**PROBLEM DETAILS:** From the entries below, extract every line that includes the word "filter".

**SOURCE RECORDS:**

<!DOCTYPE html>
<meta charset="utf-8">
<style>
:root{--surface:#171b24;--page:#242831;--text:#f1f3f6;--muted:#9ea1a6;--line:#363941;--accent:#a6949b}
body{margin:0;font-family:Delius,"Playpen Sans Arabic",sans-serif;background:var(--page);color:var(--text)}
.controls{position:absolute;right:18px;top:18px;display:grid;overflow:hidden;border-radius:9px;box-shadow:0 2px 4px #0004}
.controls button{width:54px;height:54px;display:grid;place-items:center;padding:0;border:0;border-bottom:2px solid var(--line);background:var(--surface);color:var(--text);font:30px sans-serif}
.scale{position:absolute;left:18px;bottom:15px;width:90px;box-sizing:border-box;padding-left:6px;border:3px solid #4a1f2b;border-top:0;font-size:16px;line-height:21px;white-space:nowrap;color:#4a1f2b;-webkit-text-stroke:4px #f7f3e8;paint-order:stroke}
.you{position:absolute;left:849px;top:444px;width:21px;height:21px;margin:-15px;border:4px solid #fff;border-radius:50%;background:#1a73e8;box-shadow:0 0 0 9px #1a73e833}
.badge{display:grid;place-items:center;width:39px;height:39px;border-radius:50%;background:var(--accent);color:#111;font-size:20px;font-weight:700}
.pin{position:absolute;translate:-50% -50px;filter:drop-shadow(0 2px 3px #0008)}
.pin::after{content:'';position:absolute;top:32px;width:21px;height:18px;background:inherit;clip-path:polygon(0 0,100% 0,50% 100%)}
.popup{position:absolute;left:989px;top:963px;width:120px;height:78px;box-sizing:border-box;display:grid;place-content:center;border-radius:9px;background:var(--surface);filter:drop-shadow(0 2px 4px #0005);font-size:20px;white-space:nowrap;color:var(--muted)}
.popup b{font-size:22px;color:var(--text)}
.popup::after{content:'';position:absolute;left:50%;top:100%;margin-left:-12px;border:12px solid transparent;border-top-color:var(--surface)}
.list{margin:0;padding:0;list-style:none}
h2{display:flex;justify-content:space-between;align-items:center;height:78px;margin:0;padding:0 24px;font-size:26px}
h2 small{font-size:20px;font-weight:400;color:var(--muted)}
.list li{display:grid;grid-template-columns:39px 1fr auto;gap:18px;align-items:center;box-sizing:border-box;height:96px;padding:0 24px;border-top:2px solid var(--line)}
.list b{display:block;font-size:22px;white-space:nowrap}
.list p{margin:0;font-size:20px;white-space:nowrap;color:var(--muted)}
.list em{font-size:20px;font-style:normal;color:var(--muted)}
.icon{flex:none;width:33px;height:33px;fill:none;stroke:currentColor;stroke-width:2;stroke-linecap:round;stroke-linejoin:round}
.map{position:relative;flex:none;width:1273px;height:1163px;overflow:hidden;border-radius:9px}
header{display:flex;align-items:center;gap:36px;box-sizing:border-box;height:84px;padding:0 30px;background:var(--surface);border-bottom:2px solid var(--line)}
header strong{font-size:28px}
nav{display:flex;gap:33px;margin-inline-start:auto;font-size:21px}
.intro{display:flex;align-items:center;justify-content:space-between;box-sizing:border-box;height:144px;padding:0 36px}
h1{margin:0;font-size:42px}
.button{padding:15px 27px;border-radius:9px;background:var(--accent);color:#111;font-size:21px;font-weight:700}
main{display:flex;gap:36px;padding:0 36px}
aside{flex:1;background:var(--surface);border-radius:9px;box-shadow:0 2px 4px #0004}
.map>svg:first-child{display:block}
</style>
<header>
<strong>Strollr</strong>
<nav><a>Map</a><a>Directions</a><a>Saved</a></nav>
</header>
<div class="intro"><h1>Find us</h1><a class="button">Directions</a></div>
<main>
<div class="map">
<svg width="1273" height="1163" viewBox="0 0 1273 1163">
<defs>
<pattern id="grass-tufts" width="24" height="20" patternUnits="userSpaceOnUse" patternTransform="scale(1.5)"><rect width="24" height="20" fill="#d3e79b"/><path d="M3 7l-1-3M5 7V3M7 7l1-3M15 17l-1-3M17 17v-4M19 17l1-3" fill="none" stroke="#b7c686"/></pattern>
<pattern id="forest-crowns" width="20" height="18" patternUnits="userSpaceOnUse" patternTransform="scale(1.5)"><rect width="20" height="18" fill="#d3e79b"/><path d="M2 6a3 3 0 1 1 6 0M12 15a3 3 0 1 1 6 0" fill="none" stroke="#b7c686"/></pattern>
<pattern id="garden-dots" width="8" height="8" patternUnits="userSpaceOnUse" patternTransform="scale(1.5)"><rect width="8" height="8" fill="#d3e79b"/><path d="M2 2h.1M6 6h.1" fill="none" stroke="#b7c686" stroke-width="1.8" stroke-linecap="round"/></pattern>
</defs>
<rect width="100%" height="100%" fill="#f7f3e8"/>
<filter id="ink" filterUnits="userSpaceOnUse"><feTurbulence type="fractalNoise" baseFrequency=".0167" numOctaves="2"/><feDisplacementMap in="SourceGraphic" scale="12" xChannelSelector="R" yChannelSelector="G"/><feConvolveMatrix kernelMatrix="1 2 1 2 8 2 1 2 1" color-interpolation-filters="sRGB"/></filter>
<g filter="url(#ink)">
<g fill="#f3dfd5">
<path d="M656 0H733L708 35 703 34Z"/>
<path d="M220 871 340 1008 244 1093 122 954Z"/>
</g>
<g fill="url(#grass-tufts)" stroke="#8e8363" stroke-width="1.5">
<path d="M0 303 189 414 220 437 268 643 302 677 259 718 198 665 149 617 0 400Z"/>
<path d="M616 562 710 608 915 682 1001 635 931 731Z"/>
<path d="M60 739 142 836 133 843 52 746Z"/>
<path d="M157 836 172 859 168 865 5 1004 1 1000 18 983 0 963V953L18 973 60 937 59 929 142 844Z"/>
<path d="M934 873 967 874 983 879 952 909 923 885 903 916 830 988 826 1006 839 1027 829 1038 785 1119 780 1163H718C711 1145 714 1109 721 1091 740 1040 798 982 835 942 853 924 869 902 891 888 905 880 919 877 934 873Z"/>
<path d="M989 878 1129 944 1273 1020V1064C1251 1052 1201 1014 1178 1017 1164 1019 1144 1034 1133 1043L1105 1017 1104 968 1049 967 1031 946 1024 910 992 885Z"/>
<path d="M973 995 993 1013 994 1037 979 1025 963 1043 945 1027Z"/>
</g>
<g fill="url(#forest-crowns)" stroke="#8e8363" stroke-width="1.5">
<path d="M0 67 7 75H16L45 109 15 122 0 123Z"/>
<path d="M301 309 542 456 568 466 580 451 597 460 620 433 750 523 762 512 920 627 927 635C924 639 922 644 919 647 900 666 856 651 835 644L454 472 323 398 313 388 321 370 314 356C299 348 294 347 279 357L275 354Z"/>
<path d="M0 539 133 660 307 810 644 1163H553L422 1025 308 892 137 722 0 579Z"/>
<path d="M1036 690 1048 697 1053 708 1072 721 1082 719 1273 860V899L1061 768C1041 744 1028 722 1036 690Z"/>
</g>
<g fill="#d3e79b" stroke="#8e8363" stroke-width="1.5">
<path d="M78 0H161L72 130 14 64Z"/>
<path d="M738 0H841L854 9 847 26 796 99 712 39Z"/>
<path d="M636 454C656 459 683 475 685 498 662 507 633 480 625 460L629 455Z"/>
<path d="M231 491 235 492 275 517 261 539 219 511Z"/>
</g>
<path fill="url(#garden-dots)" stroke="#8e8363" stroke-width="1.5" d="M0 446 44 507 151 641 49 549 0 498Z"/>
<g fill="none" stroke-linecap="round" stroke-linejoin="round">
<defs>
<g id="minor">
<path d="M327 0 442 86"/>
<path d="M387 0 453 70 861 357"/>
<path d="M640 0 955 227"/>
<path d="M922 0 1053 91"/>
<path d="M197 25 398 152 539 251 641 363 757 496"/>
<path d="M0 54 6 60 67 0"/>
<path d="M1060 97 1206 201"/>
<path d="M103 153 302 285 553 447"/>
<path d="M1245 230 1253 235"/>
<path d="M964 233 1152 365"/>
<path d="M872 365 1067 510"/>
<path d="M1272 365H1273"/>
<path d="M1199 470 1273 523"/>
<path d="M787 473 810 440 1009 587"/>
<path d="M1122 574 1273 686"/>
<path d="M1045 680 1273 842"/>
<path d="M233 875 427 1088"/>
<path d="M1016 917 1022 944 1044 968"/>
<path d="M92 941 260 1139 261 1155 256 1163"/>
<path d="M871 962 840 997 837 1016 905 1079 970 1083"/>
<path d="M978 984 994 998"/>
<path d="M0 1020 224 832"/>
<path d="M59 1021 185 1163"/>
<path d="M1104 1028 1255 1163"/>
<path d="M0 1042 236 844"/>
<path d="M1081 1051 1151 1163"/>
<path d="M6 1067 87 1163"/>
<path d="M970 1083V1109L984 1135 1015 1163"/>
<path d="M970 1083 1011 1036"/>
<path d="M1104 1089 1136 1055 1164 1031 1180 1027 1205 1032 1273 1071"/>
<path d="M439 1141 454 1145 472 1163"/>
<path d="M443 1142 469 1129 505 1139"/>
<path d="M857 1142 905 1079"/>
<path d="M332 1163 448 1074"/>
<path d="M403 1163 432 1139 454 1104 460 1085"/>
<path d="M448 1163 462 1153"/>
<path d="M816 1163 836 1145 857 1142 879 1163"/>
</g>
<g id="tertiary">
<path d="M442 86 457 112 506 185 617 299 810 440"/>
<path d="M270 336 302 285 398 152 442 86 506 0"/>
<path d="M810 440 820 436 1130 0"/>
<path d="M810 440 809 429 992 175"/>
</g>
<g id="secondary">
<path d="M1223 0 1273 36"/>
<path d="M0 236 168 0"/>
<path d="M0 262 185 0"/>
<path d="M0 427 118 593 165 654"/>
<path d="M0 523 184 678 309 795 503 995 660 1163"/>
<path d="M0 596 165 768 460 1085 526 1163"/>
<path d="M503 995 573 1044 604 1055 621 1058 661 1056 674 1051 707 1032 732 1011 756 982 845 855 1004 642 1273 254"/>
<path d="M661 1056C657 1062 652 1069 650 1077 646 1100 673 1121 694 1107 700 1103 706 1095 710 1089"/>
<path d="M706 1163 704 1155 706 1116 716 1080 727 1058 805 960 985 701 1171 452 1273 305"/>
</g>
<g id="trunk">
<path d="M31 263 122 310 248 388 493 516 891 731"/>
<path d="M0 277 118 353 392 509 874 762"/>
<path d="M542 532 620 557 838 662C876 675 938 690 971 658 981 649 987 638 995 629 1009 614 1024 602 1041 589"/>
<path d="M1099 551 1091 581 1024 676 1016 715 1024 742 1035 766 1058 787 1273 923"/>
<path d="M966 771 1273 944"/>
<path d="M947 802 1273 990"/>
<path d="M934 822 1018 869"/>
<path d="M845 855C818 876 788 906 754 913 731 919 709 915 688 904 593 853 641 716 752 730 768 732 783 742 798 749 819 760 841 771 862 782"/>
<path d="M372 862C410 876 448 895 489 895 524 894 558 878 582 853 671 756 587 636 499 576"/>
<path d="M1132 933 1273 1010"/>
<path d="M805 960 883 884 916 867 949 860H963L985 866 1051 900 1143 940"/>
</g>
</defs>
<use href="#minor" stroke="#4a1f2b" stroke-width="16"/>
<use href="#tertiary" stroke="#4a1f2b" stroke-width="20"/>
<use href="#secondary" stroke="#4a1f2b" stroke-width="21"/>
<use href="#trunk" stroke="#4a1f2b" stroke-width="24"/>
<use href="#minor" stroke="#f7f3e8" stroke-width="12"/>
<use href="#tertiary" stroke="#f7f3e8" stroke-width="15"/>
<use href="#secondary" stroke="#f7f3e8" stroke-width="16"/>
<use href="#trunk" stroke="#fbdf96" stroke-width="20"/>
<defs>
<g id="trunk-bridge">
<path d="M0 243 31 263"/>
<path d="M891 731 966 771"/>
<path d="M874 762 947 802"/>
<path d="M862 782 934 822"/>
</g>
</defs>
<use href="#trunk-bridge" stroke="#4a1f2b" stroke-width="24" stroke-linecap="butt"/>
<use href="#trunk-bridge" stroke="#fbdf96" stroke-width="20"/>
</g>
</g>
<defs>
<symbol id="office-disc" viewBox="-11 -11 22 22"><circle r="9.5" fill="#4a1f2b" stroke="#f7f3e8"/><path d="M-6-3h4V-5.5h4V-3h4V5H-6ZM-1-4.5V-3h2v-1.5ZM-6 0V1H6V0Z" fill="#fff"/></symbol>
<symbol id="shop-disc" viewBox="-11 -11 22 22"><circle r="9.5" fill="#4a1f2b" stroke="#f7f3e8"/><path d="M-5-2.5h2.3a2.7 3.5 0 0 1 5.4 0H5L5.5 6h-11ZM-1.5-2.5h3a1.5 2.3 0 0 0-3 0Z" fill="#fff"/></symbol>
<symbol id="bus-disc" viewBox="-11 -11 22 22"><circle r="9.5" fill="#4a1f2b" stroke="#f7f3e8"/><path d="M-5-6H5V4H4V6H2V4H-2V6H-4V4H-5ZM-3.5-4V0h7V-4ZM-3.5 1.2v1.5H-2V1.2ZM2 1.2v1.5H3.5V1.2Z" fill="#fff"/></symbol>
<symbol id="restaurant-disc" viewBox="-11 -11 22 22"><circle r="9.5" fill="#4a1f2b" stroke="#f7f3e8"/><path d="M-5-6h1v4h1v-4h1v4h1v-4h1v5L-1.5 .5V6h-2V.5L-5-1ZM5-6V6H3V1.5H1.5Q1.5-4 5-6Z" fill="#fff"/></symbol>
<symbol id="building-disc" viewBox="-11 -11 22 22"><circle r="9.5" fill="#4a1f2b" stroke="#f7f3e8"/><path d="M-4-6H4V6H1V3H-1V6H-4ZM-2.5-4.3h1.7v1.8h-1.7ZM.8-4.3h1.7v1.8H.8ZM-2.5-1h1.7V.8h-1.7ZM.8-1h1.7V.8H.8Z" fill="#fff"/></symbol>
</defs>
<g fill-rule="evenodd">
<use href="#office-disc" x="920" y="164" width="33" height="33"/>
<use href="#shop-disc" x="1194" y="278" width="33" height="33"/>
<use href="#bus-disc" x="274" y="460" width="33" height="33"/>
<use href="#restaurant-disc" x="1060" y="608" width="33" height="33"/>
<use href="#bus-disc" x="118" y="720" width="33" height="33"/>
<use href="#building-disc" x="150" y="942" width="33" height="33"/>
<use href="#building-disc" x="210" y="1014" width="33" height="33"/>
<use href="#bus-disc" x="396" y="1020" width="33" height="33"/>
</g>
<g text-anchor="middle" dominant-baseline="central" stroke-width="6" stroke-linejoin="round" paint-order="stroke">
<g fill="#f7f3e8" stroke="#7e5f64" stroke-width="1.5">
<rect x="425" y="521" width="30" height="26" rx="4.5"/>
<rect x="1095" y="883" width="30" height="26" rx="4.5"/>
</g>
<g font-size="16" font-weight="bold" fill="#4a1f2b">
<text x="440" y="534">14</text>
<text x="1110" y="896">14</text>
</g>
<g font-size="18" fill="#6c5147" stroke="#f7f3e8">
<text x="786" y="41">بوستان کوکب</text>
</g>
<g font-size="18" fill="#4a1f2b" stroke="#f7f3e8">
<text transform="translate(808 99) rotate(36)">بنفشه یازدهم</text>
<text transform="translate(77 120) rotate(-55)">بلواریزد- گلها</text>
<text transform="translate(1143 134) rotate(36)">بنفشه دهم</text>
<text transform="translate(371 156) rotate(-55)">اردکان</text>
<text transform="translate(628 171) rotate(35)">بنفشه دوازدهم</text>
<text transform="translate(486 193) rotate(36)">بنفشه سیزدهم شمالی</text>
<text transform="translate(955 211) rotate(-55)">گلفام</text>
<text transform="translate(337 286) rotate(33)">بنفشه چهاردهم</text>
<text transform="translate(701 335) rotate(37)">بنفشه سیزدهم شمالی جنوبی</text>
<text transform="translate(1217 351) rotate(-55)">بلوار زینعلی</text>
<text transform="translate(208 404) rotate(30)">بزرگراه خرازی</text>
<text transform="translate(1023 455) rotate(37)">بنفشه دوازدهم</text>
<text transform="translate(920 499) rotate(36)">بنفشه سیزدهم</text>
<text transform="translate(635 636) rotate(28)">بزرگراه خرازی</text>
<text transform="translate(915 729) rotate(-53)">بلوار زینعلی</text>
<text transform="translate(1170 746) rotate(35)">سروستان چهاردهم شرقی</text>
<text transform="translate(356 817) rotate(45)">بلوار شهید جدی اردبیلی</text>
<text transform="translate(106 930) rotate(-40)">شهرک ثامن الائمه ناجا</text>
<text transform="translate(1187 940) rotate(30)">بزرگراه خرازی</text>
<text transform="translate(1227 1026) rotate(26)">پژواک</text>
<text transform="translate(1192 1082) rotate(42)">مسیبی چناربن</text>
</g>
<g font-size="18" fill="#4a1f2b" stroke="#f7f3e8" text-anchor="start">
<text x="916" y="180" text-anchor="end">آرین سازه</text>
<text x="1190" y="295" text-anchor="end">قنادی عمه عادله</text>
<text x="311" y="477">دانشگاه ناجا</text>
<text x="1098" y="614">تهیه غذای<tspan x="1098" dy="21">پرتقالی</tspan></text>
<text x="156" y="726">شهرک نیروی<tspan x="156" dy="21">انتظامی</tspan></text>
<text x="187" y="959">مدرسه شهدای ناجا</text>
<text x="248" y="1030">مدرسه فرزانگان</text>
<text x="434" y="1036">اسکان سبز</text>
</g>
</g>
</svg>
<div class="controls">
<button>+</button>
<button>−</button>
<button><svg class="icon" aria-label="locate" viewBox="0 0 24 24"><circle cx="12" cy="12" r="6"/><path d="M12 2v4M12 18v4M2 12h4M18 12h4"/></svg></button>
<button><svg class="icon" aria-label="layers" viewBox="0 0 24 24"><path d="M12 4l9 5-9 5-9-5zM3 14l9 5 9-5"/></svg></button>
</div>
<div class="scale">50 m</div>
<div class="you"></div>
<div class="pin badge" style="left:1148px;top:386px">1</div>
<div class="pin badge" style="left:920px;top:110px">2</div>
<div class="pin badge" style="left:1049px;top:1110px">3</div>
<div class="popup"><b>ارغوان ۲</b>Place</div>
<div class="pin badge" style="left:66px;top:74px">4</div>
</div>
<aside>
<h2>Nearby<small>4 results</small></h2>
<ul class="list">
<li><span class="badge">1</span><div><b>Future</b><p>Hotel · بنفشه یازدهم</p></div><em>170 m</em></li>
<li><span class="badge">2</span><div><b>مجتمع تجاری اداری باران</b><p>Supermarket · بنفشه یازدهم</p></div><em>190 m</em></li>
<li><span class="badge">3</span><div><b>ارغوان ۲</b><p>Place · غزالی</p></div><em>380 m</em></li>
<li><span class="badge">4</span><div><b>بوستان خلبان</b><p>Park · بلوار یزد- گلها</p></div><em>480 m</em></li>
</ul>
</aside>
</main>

**THE COMPLETED TASK:**
.pin{position:absolute;translate:-50% -50px;filter:drop-shadow(0 2px 3px #0008)}
.popup{position:absolute;left:989px;top:963px;width:120px;height:78px;box-sizing:border-box;display:grid;place-content:center;border-radius:9px;background:var(--surface);filter:drop-shadow(0 2px 4px #0005);font-size:20px;white-space:nowrap;color:var(--muted)}
<filter id="ink" filterUnits="userSpaceOnUse"><feTurbulence type="fractalNoise" baseFrequency=".0167" numOctaves="2"/><feDisplacementMap in="SourceGraphic" scale="12" xChannelSelector="R" yChannelSelector="G"/><feConvolveMatrix kernelMatrix="1 2 1 2 8 2 1 2 1" color-interpolation-filters="sRGB"/></filter>
<g filter="url(#ink)">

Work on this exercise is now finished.